2019年は故郷・仙台を本拠地とする東北楽天ゴールデンイーグルスと育成契約し、7月に支配下選手契約。9月29日のシーズン最終戦の9回に登板し2奪三振。しかし、翌20年は試合出場がなく自由契約。
トライアウトへの参加を経て、BCリーグの埼玉武蔵ヒートベアーズに入団した。
「長男」と「三男」の交差、そして長男引退
2021年はBCリーグの東地区に村中恭兵と由規が「同居」した。村中は先発だけでなくリリーフでも登板。由規はシーズンに登板した15試合全てに先発として登板した。
そして2人の投げ合いが6月30日に実現した。
筆者はインターネット配信で試合を観戦した。初の投げ合いでありながら、おそらくもう何度もこないであろう機会。四兄弟と同じ時代を過ごして、夢をみた1人としてライブ配信を見なければいけないと思った。
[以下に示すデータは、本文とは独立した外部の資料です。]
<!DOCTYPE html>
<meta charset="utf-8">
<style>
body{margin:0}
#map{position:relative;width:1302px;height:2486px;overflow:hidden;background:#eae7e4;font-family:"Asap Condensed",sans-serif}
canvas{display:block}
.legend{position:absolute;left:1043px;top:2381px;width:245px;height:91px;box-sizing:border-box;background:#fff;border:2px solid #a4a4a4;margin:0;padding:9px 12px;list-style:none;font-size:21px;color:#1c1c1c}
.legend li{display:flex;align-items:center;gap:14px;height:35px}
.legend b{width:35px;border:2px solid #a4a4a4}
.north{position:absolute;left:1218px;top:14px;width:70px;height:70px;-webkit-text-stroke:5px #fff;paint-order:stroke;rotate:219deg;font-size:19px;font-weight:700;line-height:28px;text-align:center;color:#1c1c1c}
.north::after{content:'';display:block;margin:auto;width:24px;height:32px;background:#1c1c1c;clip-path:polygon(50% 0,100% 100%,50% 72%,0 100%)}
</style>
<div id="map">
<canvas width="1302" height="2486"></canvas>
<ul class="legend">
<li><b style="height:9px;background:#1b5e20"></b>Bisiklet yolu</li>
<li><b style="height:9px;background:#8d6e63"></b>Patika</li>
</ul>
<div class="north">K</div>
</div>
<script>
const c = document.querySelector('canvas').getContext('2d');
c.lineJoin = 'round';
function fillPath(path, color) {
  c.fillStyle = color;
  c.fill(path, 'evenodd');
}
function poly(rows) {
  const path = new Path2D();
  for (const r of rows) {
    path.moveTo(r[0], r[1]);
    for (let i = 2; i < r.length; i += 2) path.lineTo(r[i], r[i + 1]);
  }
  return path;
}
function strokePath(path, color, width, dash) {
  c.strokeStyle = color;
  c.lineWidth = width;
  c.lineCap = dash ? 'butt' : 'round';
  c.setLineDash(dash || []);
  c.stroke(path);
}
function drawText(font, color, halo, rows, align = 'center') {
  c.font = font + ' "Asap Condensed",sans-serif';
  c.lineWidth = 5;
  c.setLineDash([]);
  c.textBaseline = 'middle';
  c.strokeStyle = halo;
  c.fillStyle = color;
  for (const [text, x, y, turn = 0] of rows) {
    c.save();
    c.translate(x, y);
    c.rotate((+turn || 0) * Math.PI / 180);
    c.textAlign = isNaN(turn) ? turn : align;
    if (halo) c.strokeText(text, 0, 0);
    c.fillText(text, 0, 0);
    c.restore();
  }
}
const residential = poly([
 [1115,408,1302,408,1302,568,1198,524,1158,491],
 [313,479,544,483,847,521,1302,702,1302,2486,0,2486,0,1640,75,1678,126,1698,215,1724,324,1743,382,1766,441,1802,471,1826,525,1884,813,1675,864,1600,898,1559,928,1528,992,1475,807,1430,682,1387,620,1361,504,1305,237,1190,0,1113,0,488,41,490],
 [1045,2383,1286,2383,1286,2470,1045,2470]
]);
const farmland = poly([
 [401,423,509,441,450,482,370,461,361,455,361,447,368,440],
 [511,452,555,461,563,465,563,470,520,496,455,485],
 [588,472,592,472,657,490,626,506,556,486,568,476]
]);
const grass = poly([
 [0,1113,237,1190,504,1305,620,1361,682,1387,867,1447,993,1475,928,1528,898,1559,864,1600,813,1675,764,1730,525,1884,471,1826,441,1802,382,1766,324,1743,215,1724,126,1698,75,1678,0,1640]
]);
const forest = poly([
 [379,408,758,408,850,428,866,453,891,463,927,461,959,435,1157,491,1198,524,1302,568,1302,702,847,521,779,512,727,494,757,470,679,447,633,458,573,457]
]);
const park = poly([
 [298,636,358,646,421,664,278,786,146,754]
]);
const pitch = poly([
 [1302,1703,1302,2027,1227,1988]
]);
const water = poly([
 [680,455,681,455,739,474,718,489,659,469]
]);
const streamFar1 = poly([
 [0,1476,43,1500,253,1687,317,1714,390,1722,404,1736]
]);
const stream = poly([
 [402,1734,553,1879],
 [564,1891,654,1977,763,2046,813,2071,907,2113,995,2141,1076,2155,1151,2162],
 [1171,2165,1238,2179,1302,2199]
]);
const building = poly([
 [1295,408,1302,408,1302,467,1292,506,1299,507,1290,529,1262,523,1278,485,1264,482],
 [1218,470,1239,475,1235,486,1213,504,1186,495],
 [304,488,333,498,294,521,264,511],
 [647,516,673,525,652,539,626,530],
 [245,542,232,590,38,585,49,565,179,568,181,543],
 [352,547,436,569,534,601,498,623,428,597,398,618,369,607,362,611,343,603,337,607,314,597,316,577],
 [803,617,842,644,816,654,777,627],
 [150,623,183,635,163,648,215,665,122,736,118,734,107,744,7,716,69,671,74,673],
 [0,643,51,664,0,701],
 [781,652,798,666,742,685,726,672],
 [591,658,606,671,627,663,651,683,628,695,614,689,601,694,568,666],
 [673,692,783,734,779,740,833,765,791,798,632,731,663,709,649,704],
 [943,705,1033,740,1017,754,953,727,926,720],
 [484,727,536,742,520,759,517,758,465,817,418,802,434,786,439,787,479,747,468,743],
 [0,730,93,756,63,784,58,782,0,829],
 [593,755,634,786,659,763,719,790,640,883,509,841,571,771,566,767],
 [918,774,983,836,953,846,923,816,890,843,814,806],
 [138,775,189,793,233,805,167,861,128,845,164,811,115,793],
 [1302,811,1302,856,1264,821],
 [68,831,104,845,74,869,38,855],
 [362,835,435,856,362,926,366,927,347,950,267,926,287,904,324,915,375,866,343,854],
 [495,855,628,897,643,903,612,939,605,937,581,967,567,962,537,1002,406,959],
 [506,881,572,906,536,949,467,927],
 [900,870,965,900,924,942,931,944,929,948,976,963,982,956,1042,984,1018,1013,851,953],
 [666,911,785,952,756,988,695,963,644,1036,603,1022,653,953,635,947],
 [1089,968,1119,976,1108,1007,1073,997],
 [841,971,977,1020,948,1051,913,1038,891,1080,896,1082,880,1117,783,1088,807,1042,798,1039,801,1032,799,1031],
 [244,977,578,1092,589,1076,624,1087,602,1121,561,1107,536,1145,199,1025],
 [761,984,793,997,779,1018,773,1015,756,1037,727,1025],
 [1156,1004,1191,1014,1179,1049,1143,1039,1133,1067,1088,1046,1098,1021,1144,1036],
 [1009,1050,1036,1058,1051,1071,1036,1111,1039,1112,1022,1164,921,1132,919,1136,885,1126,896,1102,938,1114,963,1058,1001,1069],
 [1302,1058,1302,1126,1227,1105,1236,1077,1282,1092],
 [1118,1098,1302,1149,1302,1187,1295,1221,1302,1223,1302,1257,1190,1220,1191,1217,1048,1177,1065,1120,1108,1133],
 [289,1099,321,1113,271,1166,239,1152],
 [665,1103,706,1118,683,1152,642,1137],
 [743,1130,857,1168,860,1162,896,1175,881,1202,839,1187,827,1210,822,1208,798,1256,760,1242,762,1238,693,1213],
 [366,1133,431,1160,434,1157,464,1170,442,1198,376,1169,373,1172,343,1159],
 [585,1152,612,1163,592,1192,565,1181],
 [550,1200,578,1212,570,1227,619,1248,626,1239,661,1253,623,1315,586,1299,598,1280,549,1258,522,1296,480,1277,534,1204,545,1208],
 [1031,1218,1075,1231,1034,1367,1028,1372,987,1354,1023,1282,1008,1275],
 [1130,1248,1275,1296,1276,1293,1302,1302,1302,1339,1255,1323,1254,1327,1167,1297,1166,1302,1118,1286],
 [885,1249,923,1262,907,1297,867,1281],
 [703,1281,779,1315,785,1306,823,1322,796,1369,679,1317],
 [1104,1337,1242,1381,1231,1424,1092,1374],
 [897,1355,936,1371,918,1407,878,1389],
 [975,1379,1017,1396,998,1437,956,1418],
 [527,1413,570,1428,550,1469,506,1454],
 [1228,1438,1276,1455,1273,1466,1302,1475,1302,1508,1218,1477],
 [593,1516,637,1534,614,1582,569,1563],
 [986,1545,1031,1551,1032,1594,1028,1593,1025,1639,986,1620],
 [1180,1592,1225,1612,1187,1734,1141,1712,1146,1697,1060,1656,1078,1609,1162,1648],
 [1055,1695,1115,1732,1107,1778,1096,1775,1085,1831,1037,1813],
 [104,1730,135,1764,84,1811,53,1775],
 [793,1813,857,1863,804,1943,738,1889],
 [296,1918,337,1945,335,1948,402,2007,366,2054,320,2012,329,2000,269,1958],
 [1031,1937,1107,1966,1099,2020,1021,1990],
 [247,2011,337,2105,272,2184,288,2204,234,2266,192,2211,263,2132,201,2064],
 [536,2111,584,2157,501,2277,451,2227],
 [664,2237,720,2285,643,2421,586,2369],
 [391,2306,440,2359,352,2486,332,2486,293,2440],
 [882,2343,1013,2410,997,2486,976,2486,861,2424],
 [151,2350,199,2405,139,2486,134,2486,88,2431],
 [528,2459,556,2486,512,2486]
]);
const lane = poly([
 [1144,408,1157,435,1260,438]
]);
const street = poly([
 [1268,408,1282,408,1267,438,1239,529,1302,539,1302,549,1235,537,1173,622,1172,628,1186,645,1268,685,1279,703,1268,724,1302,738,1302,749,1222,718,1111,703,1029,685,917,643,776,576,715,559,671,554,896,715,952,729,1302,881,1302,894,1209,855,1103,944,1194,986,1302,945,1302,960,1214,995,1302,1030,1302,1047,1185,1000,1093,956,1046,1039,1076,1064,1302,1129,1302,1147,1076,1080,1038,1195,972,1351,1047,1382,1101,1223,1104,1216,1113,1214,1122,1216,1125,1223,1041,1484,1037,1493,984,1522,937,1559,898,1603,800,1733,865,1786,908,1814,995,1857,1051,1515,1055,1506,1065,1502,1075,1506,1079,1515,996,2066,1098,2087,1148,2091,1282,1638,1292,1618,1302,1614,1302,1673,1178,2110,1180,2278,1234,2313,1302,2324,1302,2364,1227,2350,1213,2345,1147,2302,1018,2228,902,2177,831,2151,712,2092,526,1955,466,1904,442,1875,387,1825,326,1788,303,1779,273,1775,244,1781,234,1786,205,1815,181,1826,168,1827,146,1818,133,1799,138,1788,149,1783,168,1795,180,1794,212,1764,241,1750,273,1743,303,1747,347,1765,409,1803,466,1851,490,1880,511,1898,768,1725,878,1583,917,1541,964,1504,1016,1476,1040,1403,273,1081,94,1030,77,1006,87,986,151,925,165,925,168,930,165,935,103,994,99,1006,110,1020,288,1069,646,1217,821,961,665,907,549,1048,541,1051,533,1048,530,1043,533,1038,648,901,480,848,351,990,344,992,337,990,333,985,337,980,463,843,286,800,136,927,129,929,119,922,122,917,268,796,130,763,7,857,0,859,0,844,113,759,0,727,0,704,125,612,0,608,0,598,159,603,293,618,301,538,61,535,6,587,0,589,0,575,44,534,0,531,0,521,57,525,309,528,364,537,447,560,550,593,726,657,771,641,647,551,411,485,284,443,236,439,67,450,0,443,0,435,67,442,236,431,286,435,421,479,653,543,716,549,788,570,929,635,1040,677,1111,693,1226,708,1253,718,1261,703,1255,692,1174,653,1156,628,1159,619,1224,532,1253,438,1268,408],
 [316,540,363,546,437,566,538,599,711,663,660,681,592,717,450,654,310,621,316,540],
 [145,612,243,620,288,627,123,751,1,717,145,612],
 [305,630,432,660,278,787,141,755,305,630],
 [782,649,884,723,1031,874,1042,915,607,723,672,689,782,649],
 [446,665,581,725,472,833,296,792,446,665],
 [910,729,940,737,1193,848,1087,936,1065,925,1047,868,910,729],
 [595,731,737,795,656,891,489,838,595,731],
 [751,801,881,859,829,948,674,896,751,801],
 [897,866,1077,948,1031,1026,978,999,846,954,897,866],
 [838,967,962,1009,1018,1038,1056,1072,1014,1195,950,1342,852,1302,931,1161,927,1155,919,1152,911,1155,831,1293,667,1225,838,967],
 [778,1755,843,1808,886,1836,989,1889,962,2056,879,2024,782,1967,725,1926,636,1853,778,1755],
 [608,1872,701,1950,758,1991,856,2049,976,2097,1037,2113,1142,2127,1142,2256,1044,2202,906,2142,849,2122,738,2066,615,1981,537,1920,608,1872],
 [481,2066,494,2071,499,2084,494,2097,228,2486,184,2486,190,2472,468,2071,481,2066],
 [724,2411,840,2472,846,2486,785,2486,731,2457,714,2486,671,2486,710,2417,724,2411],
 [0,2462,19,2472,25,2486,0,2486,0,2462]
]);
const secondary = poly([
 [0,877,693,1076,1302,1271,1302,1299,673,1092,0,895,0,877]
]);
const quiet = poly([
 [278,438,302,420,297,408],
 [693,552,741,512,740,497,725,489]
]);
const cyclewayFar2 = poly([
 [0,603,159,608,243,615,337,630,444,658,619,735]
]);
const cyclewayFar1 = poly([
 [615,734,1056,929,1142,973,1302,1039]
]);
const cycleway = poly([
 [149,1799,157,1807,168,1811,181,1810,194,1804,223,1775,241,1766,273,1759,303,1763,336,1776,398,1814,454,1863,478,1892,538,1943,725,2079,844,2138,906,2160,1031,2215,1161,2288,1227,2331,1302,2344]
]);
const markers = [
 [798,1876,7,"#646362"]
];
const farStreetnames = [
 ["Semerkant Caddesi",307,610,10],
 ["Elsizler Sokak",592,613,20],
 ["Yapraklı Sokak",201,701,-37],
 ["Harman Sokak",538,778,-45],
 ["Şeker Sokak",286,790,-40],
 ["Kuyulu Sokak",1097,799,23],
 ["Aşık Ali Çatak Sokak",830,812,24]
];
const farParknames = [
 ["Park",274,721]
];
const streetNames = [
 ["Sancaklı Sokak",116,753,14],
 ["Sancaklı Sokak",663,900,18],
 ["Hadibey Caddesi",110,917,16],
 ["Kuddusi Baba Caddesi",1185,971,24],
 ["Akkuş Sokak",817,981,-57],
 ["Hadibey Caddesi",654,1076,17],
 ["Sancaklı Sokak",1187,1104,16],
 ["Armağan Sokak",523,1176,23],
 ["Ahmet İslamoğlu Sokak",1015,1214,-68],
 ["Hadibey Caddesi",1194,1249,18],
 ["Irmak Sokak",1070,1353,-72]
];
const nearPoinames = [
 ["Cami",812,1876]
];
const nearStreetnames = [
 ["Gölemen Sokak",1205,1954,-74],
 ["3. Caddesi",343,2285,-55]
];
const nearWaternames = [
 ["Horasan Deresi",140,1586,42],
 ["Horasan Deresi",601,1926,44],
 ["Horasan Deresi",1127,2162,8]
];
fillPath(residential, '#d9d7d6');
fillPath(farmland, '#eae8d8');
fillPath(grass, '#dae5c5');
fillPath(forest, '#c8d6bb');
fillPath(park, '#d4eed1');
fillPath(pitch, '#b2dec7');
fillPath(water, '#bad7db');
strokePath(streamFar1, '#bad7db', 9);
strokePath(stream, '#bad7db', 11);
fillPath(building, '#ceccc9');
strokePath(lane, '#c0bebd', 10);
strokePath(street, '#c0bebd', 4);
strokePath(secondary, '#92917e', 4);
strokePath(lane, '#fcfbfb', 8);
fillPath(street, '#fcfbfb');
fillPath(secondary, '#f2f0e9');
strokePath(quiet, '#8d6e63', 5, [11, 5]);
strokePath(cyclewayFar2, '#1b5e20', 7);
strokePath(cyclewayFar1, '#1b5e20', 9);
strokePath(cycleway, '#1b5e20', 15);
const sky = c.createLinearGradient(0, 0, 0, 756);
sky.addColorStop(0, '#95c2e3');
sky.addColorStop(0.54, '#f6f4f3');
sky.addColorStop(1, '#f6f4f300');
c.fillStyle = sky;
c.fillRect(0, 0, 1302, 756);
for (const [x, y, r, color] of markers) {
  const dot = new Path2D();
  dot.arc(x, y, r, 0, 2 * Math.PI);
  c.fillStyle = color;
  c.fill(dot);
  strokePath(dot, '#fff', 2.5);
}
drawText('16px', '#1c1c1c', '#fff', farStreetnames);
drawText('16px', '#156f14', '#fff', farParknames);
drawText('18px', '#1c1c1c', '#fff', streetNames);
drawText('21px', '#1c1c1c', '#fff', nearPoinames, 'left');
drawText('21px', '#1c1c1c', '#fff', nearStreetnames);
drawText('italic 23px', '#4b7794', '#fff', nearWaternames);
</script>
同じような想いで試合を観戦したスワローズファンもいたに違いない。
(参照)日刊スポーツ 2021年6月30日 元ヤクルト「ドライチ4兄弟」由規と村中恭兵の投げ合い実現「やっときた」
https://www.nikkansports.com/baseball/news/202106300001248.html
村中はシーズン限りで現役引退となった。
筆者は「コロナ直前」の2020年正月を村中恭兵と過ごした。前述したニュージーランド球団への仲介を行い、視察と応援を兼ねて正月に11時間のフライトを経てオークランドまで会いに行ったのだ。
NPB通算46勝の実績を持つ左腕の仲介は、野球が発展中の国にとても喜んでもらえた。
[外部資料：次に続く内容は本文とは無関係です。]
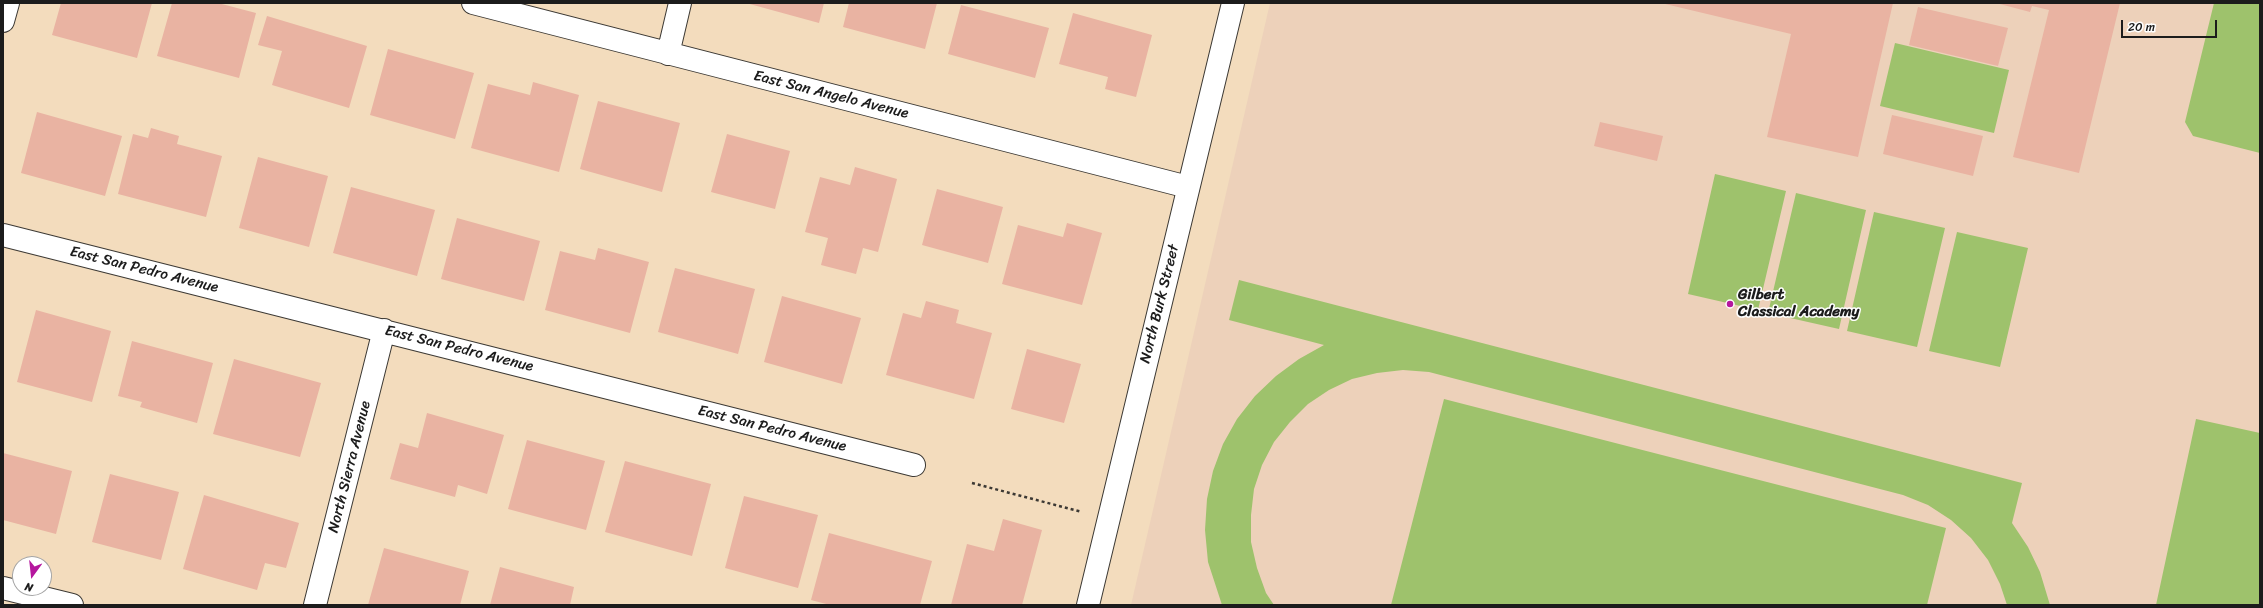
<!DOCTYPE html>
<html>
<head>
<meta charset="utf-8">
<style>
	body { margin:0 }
	#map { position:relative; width:2263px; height:608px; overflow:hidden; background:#f3dcbd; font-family:Sriracha,sans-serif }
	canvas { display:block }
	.frame { position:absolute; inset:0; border:4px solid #1c1c1c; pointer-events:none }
	.north { position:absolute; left:12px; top:556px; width:40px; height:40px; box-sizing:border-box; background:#fff; border:1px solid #a4a4a4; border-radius:50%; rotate:195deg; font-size:11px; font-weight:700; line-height:16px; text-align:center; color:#1c1c1c }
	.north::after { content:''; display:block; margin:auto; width:14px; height:18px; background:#b5179e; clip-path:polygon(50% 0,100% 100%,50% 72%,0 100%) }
	.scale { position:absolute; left:2121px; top:20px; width:96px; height:18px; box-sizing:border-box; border:2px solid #1c1c1c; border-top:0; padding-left:5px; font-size:12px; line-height:14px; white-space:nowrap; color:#1c1c1c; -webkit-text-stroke:3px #fff; paint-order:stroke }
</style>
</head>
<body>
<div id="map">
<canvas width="2263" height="608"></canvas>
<div class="frame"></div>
<div class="north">N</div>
<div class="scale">20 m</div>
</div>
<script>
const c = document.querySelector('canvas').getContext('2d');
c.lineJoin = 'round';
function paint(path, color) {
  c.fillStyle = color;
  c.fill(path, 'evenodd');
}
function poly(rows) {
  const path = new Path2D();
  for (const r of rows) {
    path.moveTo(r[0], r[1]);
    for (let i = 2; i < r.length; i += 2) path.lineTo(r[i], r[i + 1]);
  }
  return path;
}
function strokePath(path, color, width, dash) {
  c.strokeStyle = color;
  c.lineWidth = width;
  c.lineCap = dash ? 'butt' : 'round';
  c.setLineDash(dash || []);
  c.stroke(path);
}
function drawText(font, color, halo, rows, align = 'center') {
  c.font = font + ' Sriracha,sans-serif';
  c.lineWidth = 3;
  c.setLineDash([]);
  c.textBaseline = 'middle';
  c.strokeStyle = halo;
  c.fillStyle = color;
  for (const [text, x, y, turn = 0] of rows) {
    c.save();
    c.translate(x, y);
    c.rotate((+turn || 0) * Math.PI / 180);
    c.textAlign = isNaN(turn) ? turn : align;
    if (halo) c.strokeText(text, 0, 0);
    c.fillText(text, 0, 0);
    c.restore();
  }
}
paint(poly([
	[1270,3,2260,3,2260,605,1131,605]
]), '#edd1ba');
paint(poly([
	[2214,3,2260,3,2260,153,2193,136,2185,122],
	[1895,43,2009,70,1994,133,1880,106],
	[1715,174,1786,191,1758,310,1688,294],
	[1796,193,1866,210,1839,329,1768,313],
	[1874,212,1945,228,1917,347,1847,331],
	[1957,232,2028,248,2000,367,1929,351],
	[1239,280,2022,483,2012,523,2028,547,2040,572,2050,605,2007,605,2000,584,1988,560,1971,538,1951,520,1928,505,1903,495,1429,372,1403,370,1377,373,1352,379,1329,390,1308,404,1290,422,1274,442,1262,465,1254,489,1251,515,1251,542,1257,568,1266,593,1274,605,1222,605,1208,562,1205,530,1207,499,1213,471,1223,444,1237,419,1255,396,1276,376,1299,359,1324,345,1229,320],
	[1444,399,1946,528,1927,605,1391,605],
	[2196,419,2260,433,2260,605,2156,605]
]), '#9ec26c');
paint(poly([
	[61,3,152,3,137,58,52,35],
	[172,3,218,3,256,13,239,78,157,56],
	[746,3,824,3,819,23],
	[849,3,937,3,925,49,843,27],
	[1661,3,1893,3,1858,157,1767,137,1791,34],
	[1996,3,2120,3,2079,173,2013,157,2049,10,2032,6,2030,12],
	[961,5,1049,28,1035,78,948,54],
	[1918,7,2008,28,1998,66,1909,45],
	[1073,13,1152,35,1136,97,1105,89,1108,77,1059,64],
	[267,16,367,46,349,108,272,85,282,51,258,45],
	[388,49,474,73,455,139,370,115],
	[533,82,579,95,559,172,471,148,488,84,530,95],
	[598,101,680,123,662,192,580,169],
	[37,112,122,136,105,196,21,173],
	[1892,115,1983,136,1973,176,1883,154],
	[1600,122,1663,136,1657,161,1594,146],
	[151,128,179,136,177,144,222,156,206,217,118,194,133,134,148,138],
	[727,134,790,151,775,209,711,192],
	[258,157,328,176,309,247,239,228],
	[855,167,897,179,878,252,863,248,856,274,821,265,828,238,805,232,820,177,850,185],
	[351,187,435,210,417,276,333,253],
	[937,189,1003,207,988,263,922,245],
	[457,218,540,241,524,301,441,279],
	[1067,223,1102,233,1082,305,1002,284,1018,225,1063,237],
	[598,248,649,262,630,333,545,310,560,251,595,260],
	[675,268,755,289,738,354,658,332],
	[782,296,861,318,842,384,764,362],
	[926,301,959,310,956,323,992,333,974,399,886,375,903,313,921,318],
	[36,310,111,331,92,402,17,382],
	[132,341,213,363,197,423,140,407,142,402,118,396],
	[1027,349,1081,364,1064,423,1011,409],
	[234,359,321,383,300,457,213,434],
	[427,413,504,435,487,494,458,485,455,497,390,479,400,443,418,448],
	[527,440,605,461,586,530,508,509],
	[3,453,72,471,56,534,3,520],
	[625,461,711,484,692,556,605,532],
	[110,474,179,492,161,560,92,542],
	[204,495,299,523,286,568,265,563,257,590,183,569],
	[744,496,818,515,798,588,725,568],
	[1003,519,1042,530,1022,605,951,605,967,544,994,551],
	[829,533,932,561,920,605,830,605,811,600],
	[384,548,469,571,460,605,368,605],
	[500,567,574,587,570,605,490,605]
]), '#e9b3a2');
const minor = poly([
	[473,3,1188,187],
	[3,21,8,3],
	[668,54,680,3],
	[3,235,914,465],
	[3,588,72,605],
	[315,605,384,330]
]);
const tertiary = poly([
	[1088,605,1233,3]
]);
strokePath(minor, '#3c3934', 24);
strokePath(tertiary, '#3c3934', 24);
strokePath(poly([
	[972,483,1082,512]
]), '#3c3934', 2.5, [3, 3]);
strokePath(minor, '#fff', 22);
strokePath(tertiary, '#fff', 22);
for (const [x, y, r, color] of [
	[1730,304,4,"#b5179e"]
]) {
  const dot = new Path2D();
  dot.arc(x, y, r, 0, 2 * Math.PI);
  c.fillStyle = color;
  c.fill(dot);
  strokePath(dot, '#fff', 1.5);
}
drawText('15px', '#1c1c1c', '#fff', [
	["East San Angelo Avenue",831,95,14],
	["East San Pedro Avenue",144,270,14],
	["North Burk Street",1160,304,-76],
	["East San Pedro Avenue",459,349,14],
	["East San Pedro Avenue",772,429,14],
	["North Sierra Avenue",350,467,-76]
]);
drawText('bold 15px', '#1c1c1c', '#fff', [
	["Gilbert",1738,295],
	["Classical Academy",1738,312]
], 'left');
</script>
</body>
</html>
そしてチームには北方悠誠ら若い日本人投手が3人所属していたが、村中はいい兄貴分として面倒を見ていた。技術的な手本にもなっていたに違いない。その「長男ぶり」は指導者にも向いているのではないかと思っている。
21年のヒートベアーズ地区優勝に貢献した由規は、コーチ兼任として2022年も現役を続行する。まだまだプロ選手としての由規の投球を見ることができる。
四兄弟の関係は続く
「次男」増渕竜義は現役引退後、埼玉県上尾市で野球アカデミーを展開している。12月のスクールイベントには由規もゲストで参加していた。「四男」赤川克紀は軟式野球チーム「東京ヴェルディバンバータ」でマウンドに立ち続けている。それぞれの立場で4人が野球に関わり続けて、たまに交差していく。
それこそが今後楽しみな「四兄弟」の姿である。
筆者がヤクルト球団に在籍していた中で最も優勝に近づいた2011年。
そのシーズンに初めて揃い踏みしたドライチ四兄弟は、4人合計で65試合に先発登板している。スワローズがその年優勝を逃したこと、四兄弟の揃い踏みがその年限りだったこと。
「たられば」はプロ野球を楽しむファンの醍醐味だが、スワローズファンの野球談義に出てくる1つの「たられば」として、いつまでも語り継がれてほしいと思っている。